In The Fair-
Green Are The Round Buildings Intended For Show Cattle And
Agricultural Implements, But Now Given Up To Cavalry Horses And
Parrott Guns.
But Benton Barracks are outside the fair-green.
Here
on an open space, some half mile in length, two long rows of wooden
sheds have been built, opposite to each other, and behind them are
other sheds used for stabling and cooking places. Those in front
are divided, not into separate huts, but into chambers capable of
containing nearly two hundred men each. They were surrounded on the
inside by great wooden trays, in three tiers - and on each tray four
men were supposed to sleep. I went into one or two while the crowd
of soldiers was in them, but found it inexpedient to stay there
long. The stench of those places was foul beyond description.
Never in my life before had I been in a place so horrid to the eyes
and nose as Benton Barracks. The path along the front outside was
deep in mud. The whole space between the two rows of sheds was one
field of mud, so slippery that the foot could not stand. Inside and
outside every spot was deep in mud. The soldiers were mud-stained
from foot to sole. These volunteer soldiers are in their nature
dirty, as must be all men brought together in numerous bodies
without special appliances for cleanliness, or control and
discipline as to their personal habits. But the dirt of the men in
the Benton Barracks surpassed any dirt that I had hitherto seen.
Nor could it have been otherwise with them. They were surrounded by
a sea of mud, and the foul hovels in which they were made to sleep
and live were fetid with stench and reeking with filth. I had at
this time been joined by another Englishman, and we went through
this place together. When we inquired as to the health of the men,
we heard the saddest tales - of three hundred men gone out of one
regiment, of whole companies that had perished, of hospitals crowded
with fevered patients.
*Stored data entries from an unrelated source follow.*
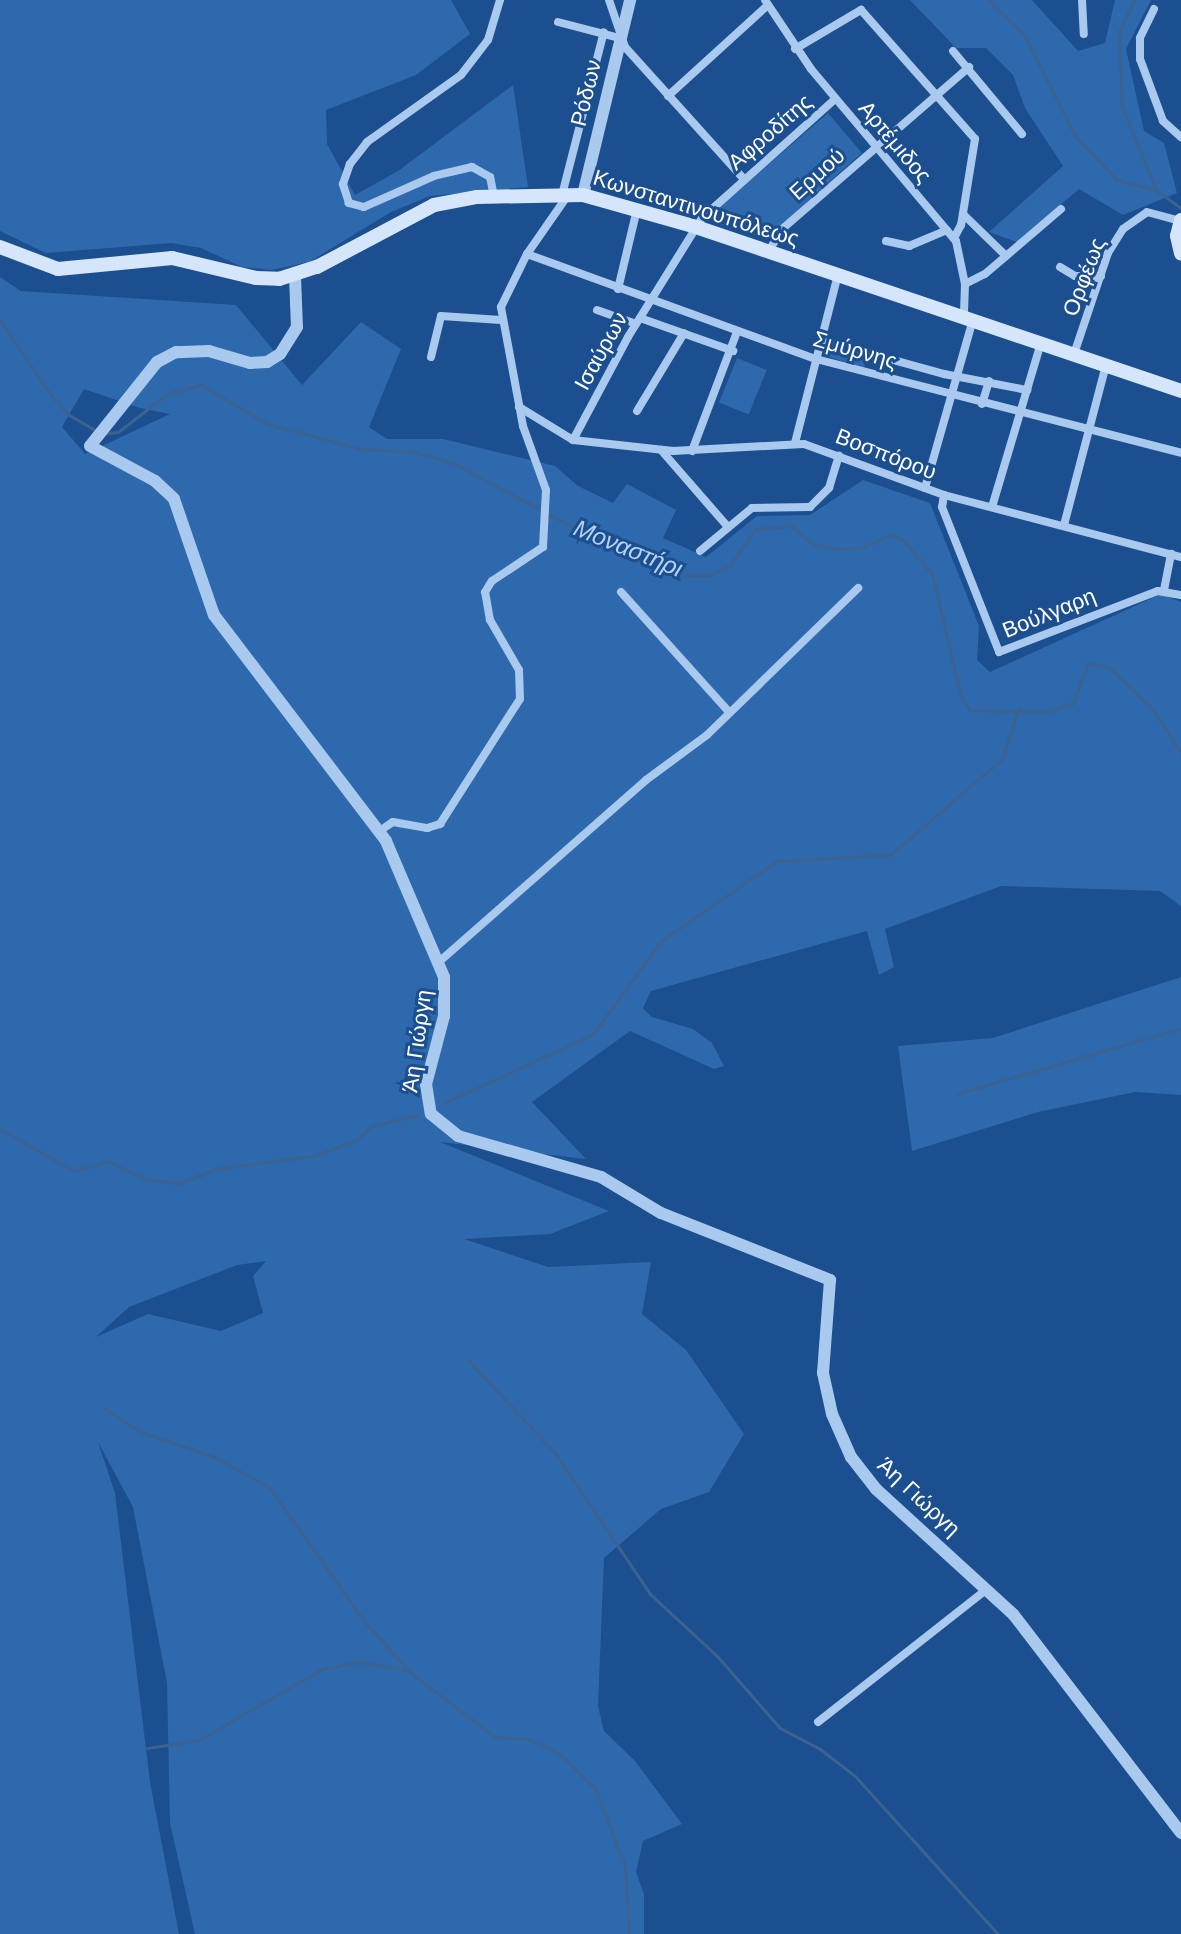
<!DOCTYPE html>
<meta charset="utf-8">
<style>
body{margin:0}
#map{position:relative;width:1181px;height:1934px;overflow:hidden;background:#1b4f8f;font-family:"Work Sans",sans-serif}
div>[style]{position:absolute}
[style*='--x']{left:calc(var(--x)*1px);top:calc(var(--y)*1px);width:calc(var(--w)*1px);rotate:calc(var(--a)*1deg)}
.green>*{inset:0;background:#2e69ad;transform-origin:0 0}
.stream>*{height:3px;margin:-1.5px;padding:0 1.5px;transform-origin:1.5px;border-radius:1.5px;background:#3c6290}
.minor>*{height:8px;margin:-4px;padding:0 4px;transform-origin:4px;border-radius:4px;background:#a9c9ee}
.tertiary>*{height:12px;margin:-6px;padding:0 6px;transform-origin:6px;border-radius:6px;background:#a9c9ee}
.secondary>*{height:14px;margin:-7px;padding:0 7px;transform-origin:7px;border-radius:7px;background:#d6e6fa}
span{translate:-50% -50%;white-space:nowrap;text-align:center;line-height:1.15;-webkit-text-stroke:6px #1b4f8f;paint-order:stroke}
.street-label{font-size:22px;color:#fff}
.water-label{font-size:24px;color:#b5d3f5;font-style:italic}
</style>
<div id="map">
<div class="green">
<div style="clip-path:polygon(0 0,451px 0,470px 34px,416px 75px,326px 110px,327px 144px,355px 195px,398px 171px,513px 85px,528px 187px,430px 196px,391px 212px,309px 262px,271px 270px,242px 267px,201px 248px,171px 243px,46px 253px,0 231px)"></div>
<div style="clip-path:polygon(910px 0,1032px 0,1078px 51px,1105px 43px,1115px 0,1151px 0,1126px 49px,1144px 131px,1164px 143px,1177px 193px,1123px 215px,1079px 189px,1017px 242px,989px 232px,1063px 166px,1025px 108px,1013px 75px,986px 48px,956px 48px)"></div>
<div style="clip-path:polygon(828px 113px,862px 153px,766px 238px,716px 224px,715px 211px)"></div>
<div style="clip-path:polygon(evenodd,0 277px,21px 291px,236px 305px,302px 385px,361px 322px,401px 349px,369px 427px,387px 439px,443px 439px,555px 466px,578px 486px,613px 503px,627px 484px,676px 510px,663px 538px,706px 557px,757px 516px,810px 515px,863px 480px,930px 503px,979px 626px,977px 660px,990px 672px,1161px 594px,1181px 602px,1181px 906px,1160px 891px,1001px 886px,885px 929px,894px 967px,879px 975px,867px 931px,651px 991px,643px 1008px,652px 1017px,693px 1029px,712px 1043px,724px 1066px,714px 1069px,630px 1031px,532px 1102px,586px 1159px,440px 1142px,609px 1211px,550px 1234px,464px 1239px,548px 1267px,651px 1262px,642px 1314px,686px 1350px,744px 1434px,709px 1492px,661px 1509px,604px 1558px,598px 1706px,604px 1731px,635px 1761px,682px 1824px,643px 1841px,636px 1872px,644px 1894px,644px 1934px,195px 1934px,170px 1823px,167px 1683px,133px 1507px,98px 1442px,115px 1493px,150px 1782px,179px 1934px,0 1934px,0 277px,84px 389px,140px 408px,170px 414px,85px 454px,62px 427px,84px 389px,0 277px,266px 1261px,253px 1276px,263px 1313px,221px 1331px,148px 1314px,96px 1337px,129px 1307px,237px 1265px,266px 1261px)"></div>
<div style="left:827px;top:345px;width:42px;height:11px;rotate:17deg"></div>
<div style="left:737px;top:358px;width:32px;height:48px;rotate:22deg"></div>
<div style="clip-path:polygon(1181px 977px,1181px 1095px,1135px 1092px,1038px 1112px,912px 1151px,898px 1046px,993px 1038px)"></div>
</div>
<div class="stream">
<div style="--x:988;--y:0;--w:52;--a:44.2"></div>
<div style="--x:1025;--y:36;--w:112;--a:63.4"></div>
<div style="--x:1075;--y:136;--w:61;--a:46.3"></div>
<div style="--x:1117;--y:180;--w:40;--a:14.4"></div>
<div style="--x:1134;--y:0;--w:35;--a:115"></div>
<div style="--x:1119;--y:32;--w:74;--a:87.7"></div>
<div style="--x:1122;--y:106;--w:91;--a:68"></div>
<div style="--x:1156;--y:190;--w:31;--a:36"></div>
<div style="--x:0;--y:320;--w:89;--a:56"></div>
<div style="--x:50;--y:394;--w:28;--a:48"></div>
<div style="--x:69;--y:415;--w:30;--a:30"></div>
<div style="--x:106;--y:433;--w:12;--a:-5"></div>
<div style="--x:118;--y:432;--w:62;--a:-37.8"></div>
<div style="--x:167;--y:394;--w:35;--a:-15"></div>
<div style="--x:201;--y:385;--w:78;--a:30.2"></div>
<div style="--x:268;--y:424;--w:95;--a:15.2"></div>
<div style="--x:360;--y:449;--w:56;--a:3.1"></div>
<div style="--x:416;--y:452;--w:41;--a:17.1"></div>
<div style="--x:455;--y:464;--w:98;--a:28.1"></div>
<div style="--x:548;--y:514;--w:101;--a:27.1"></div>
<div style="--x:638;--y:560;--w:47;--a:18.4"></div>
<div style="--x:683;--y:575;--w:26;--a:0"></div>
<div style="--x:709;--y:575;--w:22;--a:-24"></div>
<div style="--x:729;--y:566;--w:46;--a:-53.9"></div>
<div style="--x:756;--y:529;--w:36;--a:-5"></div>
<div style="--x:792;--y:526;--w:27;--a:42"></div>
<div style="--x:812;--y:544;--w:26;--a:11"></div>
<div style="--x:838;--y:549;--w:26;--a:-4"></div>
<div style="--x:864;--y:547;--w:29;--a:-25"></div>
<div style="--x:890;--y:535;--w:14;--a:21"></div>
<div style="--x:903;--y:540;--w:45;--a:49.5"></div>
<div style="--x:932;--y:574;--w:126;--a:76.7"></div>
<div style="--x:961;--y:697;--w:16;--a:55"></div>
<div style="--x:970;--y:710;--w:77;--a:1.5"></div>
<div style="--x:1047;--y:712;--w:28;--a:-19"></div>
<div style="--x:1073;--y:703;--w:43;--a:-69.4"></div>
<div style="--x:1088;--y:663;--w:21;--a:11"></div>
<div style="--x:1109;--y:667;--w:59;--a:43.6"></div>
<div style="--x:1152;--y:708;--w:54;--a:57.2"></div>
<div style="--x:956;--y:1094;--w:234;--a:-16.3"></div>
<div style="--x:444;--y:1103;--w:164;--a:-24.8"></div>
<div style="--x:593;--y:1034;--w:115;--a:-53.8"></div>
<div style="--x:661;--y:941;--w:141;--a:-34.6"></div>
<div style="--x:777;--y:861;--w:113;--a:-3"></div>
<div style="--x:890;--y:855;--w:148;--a:-40.6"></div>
<div style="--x:1002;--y:759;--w:54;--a:-71.6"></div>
<div style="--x:0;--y:1129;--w:85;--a:29.6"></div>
<div style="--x:74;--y:1171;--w:35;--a:-16"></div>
<div style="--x:108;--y:1161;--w:41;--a:25.9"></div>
<div style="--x:145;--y:1179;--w:35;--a:7"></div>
<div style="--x:180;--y:1183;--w:39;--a:-21"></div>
<div style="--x:216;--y:1169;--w:102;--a:-7.9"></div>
<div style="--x:317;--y:1155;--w:43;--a:-20.6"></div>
<div style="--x:357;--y:1140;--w:21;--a:-43"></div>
<div style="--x:372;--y:1126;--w:46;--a:-13.7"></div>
<div style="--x:469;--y:1361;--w:126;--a:46.9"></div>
<div style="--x:555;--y:1453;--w:170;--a:56"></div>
<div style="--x:650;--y:1594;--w:93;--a:42.8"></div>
<div style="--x:718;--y:1657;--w:94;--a:48.9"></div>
<div style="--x:780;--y:1728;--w:45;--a:27.7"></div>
<div style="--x:820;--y:1749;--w:44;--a:37.6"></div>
<div style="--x:855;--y:1776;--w:213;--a:47.9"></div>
<div style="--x:105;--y:1409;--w:40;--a:32.9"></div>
<div style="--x:139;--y:1431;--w:79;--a:19.1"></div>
<div style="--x:214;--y:1457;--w:63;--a:28.6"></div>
<div style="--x:269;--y:1487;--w:166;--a:54.6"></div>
<div style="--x:365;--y:1622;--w:69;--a:48"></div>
<div style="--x:411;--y:1673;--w:106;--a:37.3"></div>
<div style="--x:495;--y:1737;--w:34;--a:3"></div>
<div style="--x:529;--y:1739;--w:34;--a:26"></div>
<div style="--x:560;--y:1754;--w:49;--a:44.2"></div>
<div style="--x:595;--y:1788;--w:84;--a:69"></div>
<div style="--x:625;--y:1866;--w:68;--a:86.6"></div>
<div style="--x:147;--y:1748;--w:53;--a:-8.7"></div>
<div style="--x:199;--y:1740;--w:142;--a:-30"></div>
<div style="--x:322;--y:1669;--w:38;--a:-11"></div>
<div style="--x:359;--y:1662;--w:49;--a:9.5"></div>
</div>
<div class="minor">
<div style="--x:609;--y:0;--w:50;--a:71.2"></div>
<div style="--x:625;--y:47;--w:178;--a:48"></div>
<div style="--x:765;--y:0;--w:83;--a:56.3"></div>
<div style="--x:811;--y:69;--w:225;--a:49.9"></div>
<div style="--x:956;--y:241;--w:44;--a:78.2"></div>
<div style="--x:965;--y:284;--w:33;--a:92"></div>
<div style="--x:1082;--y:0;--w:34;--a:87"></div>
<div style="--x:1154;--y:9;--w:32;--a:116"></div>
<div style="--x:1140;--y:38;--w:21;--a:90"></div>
<div style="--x:1140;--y:59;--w:66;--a:69.6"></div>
<div style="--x:1163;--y:121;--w:24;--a:42"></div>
<div style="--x:558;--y:22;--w:63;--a:14.7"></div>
<div style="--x:795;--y:49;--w:77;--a:-30.6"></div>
<div style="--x:861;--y:10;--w:172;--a:48.5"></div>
<div style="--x:975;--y:139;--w:87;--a:99.2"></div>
<div style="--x:961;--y:225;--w:15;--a:118"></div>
<div style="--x:953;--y:51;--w:108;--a:50.3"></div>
<div style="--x:668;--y:96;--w:135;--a:-42.3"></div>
<div style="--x:562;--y:195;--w:168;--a:-75.6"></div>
<div style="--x:494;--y:197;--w:20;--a:-101"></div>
<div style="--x:490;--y:177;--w:21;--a:-151"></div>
<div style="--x:472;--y:167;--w:39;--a:167"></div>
<div style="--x:434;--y:176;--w:77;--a:156.1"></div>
<div style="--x:364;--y:207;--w:16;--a:-165"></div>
<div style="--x:349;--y:203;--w:20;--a:-108"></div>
<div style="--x:343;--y:184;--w:21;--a:-71"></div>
<div style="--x:350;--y:164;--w:28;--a:-52"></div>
<div style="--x:367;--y:142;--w:115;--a:-35.5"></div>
<div style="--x:461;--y:75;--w:44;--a:-52.4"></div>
<div style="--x:488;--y:40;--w:42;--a:-73.3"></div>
<div style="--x:963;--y:214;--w:60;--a:44.3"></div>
<div style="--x:886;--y:241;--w:24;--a:12"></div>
<div style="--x:909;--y:246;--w:41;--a:-22.8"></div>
<div style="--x:769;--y:251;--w:24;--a:-60"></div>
<div style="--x:781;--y:230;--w:249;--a:-40.9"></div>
<div style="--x:527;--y:254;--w:307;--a:20"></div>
<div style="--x:816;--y:359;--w:377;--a:14.4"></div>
<div style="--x:1060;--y:267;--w:17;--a:31"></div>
<div style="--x:1075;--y:276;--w:26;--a:0"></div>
<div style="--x:965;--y:284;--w:22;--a:-27"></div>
<div style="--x:985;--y:274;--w:100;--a:-40.5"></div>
<div style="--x:618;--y:289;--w:82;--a:-76.6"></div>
<div style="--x:597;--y:310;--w:41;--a:19.7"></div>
<div style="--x:640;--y:318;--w:99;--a:19.5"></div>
<div style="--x:821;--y:340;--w:128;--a:15.5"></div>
<div style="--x:944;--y:374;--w:85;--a:10.9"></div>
<div style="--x:1074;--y:354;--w:107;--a:-71.4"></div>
<div style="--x:1108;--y:253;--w:28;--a:-58"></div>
<div style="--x:1123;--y:229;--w:29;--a:-35"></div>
<div style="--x:1147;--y:212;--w:34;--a:15"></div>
<div style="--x:431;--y:357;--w:42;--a:-76.3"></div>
<div style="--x:441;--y:316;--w:60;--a:3.8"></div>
<div style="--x:982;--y:404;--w:24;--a:-73"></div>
<div style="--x:519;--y:407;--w:63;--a:31.4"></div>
<div style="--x:573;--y:440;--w:117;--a:-61.9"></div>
<div style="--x:628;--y:337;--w:140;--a:-58.1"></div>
<div style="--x:702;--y:218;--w:178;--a:-41.8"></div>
<div style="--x:637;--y:411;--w:91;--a:-58.9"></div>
<div style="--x:573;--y:440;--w:101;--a:6.3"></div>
<div style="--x:673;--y:451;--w:131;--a:-3.1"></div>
<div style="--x:804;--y:444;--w:149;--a:20"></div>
<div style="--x:944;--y:495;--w:245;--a:14.7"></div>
<div style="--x:795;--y:443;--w:174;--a:-75.7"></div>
<div style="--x:661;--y:450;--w:102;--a:49"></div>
<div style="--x:692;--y:451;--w:127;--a:-69.3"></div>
<div style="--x:925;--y:488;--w:175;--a:-74.1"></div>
<div style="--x:944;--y:495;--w:12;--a:99"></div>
<div style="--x:942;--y:507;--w:156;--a:68.5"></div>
<div style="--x:999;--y:652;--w:170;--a:-21"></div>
<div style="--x:1158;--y:591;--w:23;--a:10"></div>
<div style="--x:992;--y:507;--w:171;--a:-73.4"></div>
<div style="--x:1064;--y:525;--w:165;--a:-75.3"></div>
<div style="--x:700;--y:551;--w:67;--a:-39.6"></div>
<div style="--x:752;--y:508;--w:58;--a:-1"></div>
<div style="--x:810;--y:507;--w:27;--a:-45"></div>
<div style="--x:829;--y:488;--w:34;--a:-73"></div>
<div style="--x:1164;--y:590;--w:37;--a:-79"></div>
<div style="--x:621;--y:592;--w:161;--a:48"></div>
<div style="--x:381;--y:830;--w:14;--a:-34"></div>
<div style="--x:393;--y:822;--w:35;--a:10"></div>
<div style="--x:427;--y:828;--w:14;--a:-17"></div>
<div style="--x:440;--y:824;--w:148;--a:-57.4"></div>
<div style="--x:520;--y:699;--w:29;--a:-92"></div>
<div style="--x:519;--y:670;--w:58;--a:-120.1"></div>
<div style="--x:490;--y:620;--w:28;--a:-100"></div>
<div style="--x:485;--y:592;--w:13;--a:-58"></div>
<div style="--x:492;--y:581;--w:61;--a:-33.7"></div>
<div style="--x:543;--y:547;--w:57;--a:-87"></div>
<div style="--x:546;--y:490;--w:68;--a:-109.8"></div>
<div style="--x:523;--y:426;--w:121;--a:-100.5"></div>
<div style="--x:501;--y:307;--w:59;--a:-63.9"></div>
<div style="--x:527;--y:254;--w:72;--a:-55.2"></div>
<div style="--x:440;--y:961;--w:274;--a:-41.3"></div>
<div style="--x:646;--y:780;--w:76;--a:-36.4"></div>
<div style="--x:707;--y:735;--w:211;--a:-44.2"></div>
<div style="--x:818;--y:1722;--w:215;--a:-38.2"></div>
</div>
<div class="tertiary">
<div style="--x:583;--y:195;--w:201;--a:-76.4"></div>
<div style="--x:295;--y:276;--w:51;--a:87.8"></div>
<div style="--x:297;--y:327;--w:32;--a:122"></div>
<div style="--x:280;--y:354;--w:15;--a:148"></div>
<div style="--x:267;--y:362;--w:17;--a:177"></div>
<div style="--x:250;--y:363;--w:43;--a:-163.7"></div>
<div style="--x:209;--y:351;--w:33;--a:178"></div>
<div style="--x:176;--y:352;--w:21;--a:152"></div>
<div style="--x:157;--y:362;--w:107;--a:128.6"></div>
<div style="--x:90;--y:446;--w:74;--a:28.3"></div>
<div style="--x:155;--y:481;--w:26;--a:43"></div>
<div style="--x:174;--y:499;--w:123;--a:71"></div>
<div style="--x:214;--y:615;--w:284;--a:52.7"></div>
<div style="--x:386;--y:841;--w:148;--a:66.9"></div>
<div style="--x:444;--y:977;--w:39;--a:90"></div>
<div style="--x:444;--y:1016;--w:70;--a:104.8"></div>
<div style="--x:426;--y:1084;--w:30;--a:81"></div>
<div style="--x:431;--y:1114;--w:35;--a:39"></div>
<div style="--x:458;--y:1136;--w:149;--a:16"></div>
<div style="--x:601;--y:1177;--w:70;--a:31"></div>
<div style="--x:661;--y:1213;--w:182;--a:21.6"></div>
<div style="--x:830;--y:1280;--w:93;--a:94.3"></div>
<div style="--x:823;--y:1373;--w:42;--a:77.6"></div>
<div style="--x:832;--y:1414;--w:47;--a:66.2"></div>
<div style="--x:851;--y:1457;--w:41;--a:52"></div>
<div style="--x:876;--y:1489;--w:185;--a:42.4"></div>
<div style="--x:1013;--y:1614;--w:276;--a:52.5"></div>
</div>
<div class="secondary">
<div style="--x:1181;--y:220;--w:16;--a:104"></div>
<div style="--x:1177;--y:236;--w:18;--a:77"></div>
<div style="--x:0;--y:247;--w:62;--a:20.8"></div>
<div style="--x:58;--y:269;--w:115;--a:-5.5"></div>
<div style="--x:172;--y:258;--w:86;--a:13.4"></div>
<div style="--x:256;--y:278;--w:23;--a:2"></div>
<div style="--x:279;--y:279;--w:40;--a:-18"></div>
<div style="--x:317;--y:267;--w:132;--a:-27.9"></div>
<div style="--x:434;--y:205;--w:44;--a:-10.5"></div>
<div style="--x:477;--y:197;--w:106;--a:-1.1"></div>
<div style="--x:583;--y:195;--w:117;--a:15.8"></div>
<div style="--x:696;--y:227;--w:512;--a:18.68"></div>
</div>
<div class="street-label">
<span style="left:586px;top:93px;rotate:-76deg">Ρόδων</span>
<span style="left:770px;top:132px;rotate:-41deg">Αφροδίτης</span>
<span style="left:895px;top:142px;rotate:50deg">Αρτέμιδος</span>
<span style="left:817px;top:174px;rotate:-42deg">Ερμού</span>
<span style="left:696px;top:208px;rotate:17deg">Κωνσταντινουπόλεως</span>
<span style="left:1084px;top:277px;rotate:-69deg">Ορφέως</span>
<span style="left:855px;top:350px;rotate:16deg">Σμύρνης</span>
<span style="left:601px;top:351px;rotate:-61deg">Ισαύρων</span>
<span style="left:886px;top:454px;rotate:21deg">Βοσπόρου</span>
<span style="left:1049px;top:613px;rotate:-22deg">Βούλγαρη</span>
<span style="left:417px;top:1041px;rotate:-82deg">Άη Γιώργη</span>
<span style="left:919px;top:1497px;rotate:43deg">Άη Γιώργη</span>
</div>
<div class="water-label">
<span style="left:628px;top:549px;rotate:22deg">Μοναστήρι</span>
</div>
</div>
Measles had been the great scourge of the
soldiers here - as it had also been in the army of the Potomac. I
shall not soon forget my visits to Benton Barracks. It may be that
our own soldiers were as badly treated in the Crimea; or that French
soldiers were treated worse in their march into Russia. It may be
that dirt and wretchedness, disease and listless idleness, a descent
from manhood to habits lower than those of the beasts, are necessary
in warfare. I have sometimes thought that it is so; but I am no
military critic, and will not say. This I say - that the degradation
of men to the state in which I saw the American soldiers in Benton
Barracks is disgraceful to humanity.
General Halleck was at this time commanding in Missouri, and was
himself stationed at St. Louis; but his active measures against the
rebels were going on to the right and to the left.